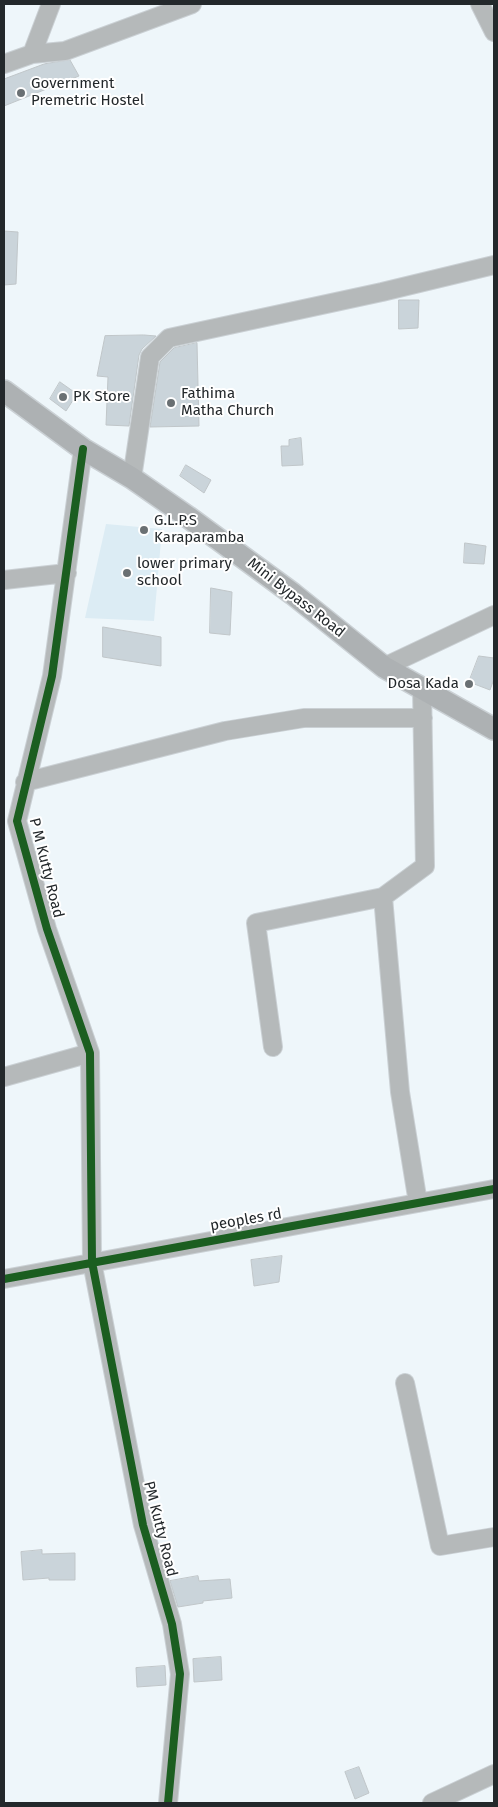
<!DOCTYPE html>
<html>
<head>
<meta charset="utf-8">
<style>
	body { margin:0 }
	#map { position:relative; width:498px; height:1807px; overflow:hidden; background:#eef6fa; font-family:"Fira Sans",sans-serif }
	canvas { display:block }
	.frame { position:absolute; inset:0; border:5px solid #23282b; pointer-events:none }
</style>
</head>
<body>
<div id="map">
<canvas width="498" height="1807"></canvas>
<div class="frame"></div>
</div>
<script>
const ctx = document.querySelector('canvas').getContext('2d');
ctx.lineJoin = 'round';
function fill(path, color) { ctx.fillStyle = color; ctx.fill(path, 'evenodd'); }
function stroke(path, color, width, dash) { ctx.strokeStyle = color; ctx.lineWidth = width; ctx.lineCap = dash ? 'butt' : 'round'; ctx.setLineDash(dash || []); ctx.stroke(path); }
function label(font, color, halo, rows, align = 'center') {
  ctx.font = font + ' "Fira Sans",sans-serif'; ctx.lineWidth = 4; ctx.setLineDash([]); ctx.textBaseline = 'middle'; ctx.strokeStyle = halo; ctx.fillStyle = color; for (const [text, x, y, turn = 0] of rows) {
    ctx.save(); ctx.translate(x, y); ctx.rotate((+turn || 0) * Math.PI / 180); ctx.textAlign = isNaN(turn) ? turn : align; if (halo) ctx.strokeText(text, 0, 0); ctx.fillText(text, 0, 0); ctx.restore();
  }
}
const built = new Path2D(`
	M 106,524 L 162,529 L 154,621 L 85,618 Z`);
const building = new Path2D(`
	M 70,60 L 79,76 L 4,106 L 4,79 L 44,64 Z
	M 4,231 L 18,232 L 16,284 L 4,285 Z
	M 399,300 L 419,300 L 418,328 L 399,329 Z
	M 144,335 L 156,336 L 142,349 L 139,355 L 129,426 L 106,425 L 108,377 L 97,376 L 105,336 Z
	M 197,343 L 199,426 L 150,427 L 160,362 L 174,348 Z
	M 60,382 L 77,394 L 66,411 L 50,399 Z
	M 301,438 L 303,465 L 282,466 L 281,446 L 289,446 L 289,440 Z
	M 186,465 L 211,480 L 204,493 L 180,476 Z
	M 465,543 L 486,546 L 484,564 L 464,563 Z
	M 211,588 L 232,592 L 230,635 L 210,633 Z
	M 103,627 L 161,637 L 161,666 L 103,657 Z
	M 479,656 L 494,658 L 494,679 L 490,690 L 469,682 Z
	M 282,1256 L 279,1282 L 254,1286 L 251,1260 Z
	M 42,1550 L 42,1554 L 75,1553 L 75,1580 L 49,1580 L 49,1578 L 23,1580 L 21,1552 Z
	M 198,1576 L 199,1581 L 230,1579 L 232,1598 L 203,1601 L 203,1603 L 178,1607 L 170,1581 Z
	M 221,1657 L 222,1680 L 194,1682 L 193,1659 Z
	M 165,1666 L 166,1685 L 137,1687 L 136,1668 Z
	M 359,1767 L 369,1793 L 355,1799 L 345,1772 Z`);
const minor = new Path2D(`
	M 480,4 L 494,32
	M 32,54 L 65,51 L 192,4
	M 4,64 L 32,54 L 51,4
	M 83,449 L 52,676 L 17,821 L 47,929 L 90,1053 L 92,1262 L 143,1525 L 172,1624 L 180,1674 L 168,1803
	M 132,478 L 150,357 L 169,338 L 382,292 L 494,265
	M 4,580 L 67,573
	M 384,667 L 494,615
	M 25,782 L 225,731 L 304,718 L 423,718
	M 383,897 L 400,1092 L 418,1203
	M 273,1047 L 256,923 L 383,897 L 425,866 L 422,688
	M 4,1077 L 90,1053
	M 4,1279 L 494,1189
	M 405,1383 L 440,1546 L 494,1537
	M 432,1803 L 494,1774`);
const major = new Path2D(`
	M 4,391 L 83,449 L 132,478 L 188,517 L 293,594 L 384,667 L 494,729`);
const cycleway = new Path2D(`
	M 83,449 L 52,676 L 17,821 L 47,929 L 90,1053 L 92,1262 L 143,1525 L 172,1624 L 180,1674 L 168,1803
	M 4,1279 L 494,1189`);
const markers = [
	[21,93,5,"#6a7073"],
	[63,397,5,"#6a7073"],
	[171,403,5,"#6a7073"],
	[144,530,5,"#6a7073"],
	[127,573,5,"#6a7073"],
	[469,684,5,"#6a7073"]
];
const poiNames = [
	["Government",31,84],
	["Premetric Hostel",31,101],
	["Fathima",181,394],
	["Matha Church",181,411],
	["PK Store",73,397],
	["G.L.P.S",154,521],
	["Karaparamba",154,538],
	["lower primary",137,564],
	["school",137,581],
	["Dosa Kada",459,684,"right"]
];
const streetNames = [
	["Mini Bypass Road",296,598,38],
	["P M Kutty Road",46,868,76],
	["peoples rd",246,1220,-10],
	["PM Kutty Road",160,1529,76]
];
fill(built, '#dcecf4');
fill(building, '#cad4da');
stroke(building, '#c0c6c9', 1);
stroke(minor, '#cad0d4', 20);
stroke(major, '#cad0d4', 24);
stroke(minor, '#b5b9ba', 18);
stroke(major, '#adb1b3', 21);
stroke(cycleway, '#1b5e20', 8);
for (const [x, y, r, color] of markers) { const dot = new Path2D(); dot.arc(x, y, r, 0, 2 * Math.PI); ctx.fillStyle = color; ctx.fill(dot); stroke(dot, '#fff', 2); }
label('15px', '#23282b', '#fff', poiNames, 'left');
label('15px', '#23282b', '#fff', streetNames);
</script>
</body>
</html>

**What needs to be done**: Where a line of the records above holds the word "lineWidth", copy that line.

**Solved exercise**:
function stroke(path, color, width, dash) { ctx.strokeStyle = color; ctx.lineWidth = width; ctx.lineCap = dash ? 'butt' : 'round'; ctx.setLineDash(dash || []); ctx.stroke(path); }
  ctx.font = font + ' "Fira Sans",sans-serif'; ctx.lineWidth = 4; ctx.setLineDash([]); ctx.textBaseline = 'middle'; ctx.strokeStyle = halo; ctx.fillStyle = color; for (const [text, x, y, turn = 0] of rows) {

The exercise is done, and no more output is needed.